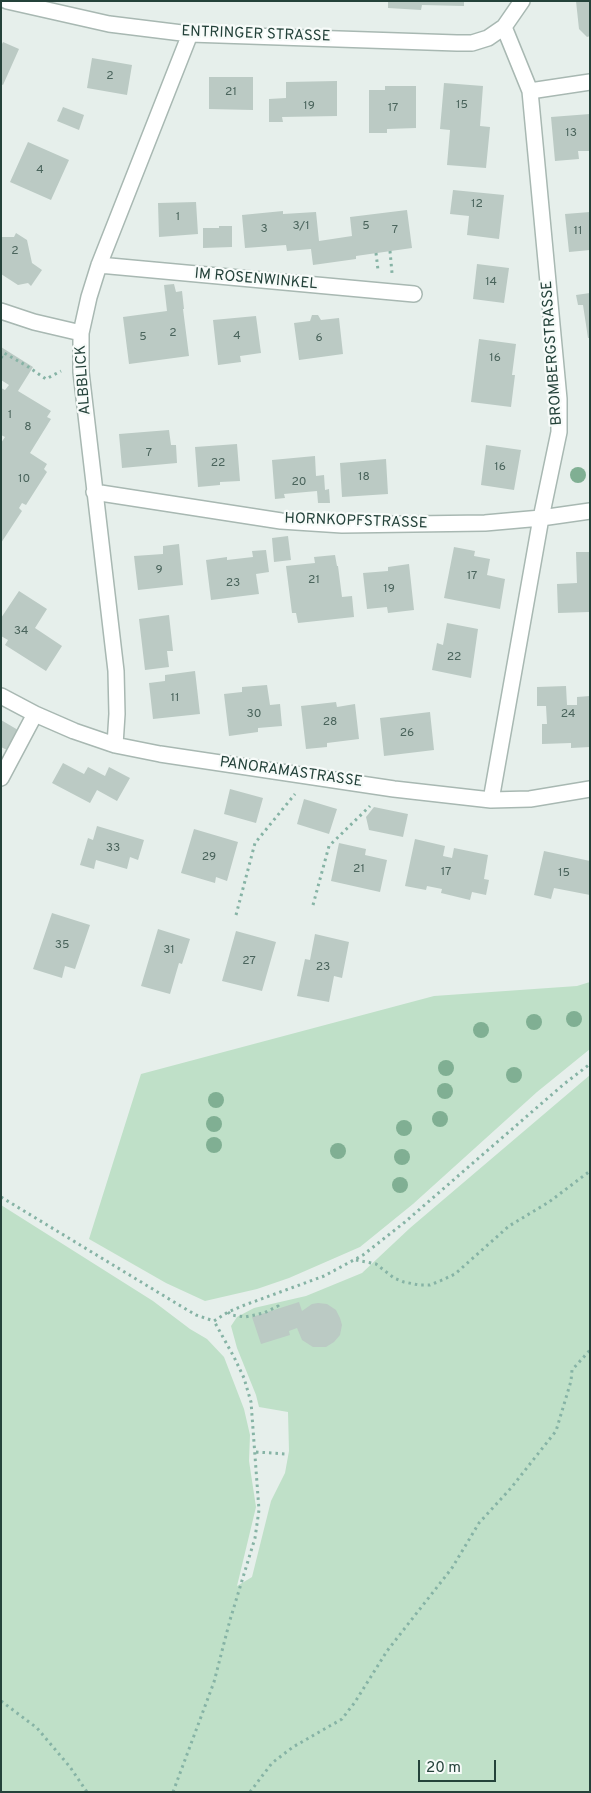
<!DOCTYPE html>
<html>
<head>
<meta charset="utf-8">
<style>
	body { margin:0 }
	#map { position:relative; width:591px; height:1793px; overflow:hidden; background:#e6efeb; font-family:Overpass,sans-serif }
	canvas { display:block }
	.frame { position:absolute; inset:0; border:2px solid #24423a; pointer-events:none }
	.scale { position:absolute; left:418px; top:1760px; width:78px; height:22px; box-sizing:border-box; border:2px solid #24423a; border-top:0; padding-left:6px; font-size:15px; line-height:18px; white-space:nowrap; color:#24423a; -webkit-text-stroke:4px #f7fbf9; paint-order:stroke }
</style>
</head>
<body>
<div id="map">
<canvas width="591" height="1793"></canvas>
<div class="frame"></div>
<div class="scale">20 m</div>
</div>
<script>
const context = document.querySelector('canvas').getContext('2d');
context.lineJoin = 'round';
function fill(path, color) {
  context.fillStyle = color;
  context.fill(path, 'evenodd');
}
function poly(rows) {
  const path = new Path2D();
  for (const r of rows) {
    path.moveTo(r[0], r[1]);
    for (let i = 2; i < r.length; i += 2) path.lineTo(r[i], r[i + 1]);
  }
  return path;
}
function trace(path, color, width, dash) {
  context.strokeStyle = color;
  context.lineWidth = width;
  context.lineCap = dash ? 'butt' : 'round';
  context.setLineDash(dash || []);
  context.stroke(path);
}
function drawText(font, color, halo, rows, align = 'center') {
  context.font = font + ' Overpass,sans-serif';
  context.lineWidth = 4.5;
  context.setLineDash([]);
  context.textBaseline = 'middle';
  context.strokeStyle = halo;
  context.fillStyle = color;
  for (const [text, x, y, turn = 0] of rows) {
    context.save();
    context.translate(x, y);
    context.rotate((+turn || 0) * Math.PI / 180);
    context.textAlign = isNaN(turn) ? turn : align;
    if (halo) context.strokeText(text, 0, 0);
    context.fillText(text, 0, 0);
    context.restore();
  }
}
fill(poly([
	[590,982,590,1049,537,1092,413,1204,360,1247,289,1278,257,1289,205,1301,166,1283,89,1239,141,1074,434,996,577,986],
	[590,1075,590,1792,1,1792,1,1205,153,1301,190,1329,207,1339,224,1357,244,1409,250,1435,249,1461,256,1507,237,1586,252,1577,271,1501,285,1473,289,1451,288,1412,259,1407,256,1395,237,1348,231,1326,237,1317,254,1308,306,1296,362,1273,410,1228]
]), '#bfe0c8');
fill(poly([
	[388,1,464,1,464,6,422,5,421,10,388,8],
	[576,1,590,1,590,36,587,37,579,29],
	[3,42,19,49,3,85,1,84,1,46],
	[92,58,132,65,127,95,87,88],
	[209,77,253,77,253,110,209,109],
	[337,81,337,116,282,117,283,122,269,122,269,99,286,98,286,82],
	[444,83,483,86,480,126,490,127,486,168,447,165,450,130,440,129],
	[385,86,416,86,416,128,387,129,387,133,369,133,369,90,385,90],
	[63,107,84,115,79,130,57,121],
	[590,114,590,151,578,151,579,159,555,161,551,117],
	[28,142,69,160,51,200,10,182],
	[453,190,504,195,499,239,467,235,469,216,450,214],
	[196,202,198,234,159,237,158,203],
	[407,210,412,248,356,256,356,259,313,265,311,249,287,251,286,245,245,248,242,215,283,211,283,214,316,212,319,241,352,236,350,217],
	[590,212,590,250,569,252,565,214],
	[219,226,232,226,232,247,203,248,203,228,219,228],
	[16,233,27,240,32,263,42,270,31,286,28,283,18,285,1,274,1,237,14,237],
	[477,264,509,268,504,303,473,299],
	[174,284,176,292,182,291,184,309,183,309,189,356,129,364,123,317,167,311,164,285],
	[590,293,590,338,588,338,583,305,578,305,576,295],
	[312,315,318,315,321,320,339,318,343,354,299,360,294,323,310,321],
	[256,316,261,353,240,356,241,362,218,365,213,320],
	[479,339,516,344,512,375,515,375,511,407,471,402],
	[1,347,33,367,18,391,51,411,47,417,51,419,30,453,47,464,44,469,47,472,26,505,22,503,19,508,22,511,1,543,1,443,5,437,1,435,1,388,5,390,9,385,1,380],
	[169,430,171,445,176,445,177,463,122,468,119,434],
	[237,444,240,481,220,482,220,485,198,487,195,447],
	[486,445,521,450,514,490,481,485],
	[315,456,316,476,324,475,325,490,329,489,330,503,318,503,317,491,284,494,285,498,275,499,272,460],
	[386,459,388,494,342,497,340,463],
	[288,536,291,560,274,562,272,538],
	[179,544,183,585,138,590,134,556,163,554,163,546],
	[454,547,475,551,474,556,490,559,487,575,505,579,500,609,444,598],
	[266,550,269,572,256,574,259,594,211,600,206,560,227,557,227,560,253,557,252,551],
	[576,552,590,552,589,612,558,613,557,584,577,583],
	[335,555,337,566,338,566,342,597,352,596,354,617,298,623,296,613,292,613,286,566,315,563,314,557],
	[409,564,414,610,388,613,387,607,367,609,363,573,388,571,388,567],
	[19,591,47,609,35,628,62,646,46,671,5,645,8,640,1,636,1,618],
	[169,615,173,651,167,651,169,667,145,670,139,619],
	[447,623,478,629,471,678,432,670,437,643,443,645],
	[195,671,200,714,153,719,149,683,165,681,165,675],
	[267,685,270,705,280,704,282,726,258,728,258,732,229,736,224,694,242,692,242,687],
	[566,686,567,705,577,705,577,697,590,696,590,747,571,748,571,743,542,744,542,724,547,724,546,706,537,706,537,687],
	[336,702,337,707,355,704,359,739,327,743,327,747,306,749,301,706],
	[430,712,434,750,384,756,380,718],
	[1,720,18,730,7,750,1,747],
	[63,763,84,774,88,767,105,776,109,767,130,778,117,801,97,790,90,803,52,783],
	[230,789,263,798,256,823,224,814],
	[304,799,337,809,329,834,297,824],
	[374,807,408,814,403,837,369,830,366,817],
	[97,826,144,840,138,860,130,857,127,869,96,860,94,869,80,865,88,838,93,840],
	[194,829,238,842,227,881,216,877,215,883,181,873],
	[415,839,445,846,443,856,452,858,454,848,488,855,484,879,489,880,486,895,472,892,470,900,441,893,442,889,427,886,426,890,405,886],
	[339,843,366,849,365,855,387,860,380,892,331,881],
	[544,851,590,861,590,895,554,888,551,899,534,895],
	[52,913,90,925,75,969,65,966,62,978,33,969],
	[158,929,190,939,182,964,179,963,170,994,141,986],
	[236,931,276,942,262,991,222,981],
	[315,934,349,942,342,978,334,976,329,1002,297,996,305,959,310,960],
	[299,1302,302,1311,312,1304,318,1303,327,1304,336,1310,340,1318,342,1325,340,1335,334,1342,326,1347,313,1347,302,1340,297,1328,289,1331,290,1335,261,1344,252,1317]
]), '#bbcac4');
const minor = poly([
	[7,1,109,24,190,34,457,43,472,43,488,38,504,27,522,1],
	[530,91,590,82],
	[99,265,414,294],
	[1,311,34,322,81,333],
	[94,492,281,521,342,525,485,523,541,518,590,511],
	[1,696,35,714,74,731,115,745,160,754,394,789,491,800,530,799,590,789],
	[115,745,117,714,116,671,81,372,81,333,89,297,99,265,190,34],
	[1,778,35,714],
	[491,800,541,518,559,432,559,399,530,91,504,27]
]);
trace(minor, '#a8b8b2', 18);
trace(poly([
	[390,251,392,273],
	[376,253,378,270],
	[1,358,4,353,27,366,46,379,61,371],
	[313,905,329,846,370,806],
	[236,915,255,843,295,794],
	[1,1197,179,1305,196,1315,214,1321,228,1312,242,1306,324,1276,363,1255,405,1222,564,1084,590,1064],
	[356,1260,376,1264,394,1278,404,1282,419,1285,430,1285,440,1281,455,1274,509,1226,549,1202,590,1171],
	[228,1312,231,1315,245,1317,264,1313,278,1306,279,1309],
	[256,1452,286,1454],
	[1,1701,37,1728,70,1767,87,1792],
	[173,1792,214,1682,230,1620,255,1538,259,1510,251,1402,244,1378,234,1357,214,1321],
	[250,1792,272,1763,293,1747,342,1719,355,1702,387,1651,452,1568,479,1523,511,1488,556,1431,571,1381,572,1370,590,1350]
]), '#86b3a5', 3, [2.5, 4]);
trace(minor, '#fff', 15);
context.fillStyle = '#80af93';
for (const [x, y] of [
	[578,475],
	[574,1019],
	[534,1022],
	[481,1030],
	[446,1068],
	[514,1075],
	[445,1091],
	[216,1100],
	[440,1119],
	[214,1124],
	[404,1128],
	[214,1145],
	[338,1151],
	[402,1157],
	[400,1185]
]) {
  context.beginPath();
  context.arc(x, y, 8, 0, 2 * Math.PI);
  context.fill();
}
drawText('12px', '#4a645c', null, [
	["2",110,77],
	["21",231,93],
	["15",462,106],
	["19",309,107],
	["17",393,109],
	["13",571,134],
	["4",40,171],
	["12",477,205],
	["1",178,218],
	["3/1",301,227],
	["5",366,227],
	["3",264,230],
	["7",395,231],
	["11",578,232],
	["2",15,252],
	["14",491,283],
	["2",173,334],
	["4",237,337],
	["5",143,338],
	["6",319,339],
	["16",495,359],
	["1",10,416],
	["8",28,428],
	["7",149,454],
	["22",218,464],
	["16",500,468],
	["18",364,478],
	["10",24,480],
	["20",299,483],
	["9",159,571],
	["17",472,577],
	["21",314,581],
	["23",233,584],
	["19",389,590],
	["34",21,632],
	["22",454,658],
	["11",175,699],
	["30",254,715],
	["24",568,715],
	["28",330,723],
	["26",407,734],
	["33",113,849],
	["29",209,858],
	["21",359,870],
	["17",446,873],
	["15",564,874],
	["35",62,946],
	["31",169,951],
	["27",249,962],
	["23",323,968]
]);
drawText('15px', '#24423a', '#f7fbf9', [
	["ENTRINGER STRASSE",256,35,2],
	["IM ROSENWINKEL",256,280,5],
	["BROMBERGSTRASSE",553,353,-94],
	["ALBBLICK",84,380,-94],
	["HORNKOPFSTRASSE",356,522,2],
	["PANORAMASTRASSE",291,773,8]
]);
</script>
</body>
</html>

---

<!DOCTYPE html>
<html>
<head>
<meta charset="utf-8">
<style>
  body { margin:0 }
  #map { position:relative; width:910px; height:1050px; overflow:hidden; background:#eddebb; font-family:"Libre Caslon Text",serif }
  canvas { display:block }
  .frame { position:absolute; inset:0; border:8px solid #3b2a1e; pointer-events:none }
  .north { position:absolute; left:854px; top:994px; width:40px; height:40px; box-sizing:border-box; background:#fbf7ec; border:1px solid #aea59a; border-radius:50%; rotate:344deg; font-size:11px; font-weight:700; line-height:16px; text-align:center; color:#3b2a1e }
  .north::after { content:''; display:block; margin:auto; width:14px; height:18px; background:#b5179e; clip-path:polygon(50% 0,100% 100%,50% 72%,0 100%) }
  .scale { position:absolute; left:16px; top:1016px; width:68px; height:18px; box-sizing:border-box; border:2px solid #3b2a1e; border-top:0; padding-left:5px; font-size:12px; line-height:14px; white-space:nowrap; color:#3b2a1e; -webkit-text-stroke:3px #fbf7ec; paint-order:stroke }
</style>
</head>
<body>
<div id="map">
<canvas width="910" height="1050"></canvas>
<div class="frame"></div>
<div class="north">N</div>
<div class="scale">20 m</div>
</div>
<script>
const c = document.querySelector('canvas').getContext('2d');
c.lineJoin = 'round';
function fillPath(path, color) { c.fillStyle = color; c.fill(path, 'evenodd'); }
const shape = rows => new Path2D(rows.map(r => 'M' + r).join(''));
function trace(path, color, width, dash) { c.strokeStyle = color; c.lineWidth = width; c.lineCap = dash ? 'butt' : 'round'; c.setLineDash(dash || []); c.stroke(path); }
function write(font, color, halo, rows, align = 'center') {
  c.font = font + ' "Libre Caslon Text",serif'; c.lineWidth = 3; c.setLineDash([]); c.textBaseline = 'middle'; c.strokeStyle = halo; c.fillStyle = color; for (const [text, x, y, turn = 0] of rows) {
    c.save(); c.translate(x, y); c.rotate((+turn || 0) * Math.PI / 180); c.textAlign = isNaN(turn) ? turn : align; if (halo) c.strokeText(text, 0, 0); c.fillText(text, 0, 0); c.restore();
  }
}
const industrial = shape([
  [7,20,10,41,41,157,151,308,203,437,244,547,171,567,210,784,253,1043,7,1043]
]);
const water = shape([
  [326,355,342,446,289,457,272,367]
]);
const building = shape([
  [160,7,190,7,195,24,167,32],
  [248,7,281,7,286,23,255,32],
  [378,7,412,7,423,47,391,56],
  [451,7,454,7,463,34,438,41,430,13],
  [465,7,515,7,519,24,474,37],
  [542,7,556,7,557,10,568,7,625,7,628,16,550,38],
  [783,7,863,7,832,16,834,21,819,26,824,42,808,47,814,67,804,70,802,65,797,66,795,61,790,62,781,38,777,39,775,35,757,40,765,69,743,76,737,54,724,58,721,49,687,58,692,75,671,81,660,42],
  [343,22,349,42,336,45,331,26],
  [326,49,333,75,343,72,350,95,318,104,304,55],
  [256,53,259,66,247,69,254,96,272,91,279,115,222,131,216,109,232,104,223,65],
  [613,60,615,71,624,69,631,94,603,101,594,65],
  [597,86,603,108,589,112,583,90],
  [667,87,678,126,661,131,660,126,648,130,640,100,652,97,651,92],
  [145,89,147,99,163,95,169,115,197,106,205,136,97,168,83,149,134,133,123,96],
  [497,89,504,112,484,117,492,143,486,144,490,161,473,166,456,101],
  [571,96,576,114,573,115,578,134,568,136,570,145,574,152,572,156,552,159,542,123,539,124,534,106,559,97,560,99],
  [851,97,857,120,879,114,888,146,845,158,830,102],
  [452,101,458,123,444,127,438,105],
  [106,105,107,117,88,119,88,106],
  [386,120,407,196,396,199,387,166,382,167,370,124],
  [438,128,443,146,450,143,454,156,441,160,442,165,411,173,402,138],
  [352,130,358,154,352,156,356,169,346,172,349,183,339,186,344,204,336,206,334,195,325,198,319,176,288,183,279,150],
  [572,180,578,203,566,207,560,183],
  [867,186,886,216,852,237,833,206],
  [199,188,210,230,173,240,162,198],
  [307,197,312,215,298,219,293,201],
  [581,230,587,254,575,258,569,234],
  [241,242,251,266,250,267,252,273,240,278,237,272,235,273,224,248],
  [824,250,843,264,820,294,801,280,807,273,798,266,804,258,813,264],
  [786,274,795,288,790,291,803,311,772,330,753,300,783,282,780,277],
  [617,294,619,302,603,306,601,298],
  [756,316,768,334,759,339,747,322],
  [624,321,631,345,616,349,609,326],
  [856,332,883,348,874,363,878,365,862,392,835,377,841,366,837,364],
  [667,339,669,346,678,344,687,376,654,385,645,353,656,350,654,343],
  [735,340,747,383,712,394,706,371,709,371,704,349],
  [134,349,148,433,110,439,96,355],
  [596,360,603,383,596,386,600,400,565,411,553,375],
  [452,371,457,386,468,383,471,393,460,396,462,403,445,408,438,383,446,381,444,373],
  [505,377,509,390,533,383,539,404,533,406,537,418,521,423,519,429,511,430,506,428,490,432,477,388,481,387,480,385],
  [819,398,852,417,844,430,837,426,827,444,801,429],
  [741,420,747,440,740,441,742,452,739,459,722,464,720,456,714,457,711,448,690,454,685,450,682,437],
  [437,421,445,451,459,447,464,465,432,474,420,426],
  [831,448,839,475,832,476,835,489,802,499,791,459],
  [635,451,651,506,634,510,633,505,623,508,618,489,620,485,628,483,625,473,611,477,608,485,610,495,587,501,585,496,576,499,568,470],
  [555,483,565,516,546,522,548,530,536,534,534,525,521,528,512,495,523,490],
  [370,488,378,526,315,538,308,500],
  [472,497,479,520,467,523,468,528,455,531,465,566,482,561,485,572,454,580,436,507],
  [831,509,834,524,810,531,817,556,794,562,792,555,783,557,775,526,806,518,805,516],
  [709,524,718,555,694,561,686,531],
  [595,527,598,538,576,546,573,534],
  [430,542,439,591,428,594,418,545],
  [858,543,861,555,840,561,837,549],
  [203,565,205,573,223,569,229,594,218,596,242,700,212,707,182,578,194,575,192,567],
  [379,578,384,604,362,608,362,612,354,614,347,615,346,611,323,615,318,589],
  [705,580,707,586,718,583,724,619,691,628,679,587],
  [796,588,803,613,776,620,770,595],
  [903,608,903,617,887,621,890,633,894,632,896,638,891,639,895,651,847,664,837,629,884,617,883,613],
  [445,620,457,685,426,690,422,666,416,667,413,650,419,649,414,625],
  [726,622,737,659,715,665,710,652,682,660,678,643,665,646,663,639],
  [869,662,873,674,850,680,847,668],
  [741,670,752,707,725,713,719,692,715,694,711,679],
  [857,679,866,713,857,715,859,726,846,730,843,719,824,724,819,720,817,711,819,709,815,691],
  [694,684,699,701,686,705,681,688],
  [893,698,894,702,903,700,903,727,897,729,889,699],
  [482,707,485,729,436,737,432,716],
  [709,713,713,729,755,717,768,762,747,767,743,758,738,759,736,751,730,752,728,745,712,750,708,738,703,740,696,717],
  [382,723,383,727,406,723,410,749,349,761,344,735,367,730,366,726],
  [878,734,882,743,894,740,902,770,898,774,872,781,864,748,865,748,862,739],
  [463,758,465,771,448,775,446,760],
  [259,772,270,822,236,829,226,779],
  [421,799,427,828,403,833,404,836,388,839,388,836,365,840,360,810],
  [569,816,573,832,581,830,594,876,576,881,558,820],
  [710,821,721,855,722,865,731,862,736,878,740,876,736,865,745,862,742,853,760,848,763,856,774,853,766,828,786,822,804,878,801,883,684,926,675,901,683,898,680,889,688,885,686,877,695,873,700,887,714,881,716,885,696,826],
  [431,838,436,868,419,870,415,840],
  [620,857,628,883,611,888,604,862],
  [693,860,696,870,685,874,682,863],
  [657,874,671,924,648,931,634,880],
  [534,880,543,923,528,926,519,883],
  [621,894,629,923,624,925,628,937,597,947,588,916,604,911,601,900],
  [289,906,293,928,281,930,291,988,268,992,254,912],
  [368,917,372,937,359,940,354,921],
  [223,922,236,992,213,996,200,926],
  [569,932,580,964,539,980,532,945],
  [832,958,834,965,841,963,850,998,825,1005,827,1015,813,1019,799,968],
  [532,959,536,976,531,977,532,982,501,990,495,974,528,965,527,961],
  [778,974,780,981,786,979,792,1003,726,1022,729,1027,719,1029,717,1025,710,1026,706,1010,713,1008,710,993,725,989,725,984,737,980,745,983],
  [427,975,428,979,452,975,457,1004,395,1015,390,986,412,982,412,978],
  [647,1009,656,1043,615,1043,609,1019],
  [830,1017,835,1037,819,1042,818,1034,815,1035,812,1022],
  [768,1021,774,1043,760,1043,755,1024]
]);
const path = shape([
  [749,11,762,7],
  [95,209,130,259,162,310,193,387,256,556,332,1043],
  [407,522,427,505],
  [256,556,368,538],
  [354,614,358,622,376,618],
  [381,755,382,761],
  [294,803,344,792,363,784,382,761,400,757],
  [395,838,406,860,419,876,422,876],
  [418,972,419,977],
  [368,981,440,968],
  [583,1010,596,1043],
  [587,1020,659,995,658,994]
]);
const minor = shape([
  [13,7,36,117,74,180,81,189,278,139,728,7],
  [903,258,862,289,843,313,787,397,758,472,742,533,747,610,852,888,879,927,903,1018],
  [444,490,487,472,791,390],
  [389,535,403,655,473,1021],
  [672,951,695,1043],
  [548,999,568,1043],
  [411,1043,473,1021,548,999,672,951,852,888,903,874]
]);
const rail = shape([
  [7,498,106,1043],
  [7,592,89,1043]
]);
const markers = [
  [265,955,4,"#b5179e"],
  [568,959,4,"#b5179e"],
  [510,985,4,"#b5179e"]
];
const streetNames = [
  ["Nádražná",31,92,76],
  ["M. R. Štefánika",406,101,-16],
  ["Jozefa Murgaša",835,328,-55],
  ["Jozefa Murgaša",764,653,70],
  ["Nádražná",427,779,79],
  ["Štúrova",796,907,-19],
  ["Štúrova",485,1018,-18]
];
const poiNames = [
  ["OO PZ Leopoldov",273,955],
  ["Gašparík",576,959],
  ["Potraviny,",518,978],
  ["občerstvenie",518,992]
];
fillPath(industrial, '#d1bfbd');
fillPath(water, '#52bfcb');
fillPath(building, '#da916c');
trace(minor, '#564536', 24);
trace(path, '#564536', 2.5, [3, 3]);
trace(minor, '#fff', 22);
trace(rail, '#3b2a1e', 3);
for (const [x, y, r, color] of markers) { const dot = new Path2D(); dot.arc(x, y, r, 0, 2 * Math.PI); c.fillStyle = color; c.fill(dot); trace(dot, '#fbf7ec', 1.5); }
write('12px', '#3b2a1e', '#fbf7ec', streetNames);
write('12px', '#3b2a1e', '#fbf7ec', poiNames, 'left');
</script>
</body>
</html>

● **Required action**: When a line above contains the string "fillText", copy that line.

● **Output for this exercise**:
    context.fillText(text, 0, 0);
    c.save(); c.translate(x, y); c.rotate((+turn || 0) * Math.PI / 180); c.textAlign = isNaN(turn) ? turn : align; if (halo) c.strokeText(text, 0, 0); c.fillText(text, 0, 0); c.restore();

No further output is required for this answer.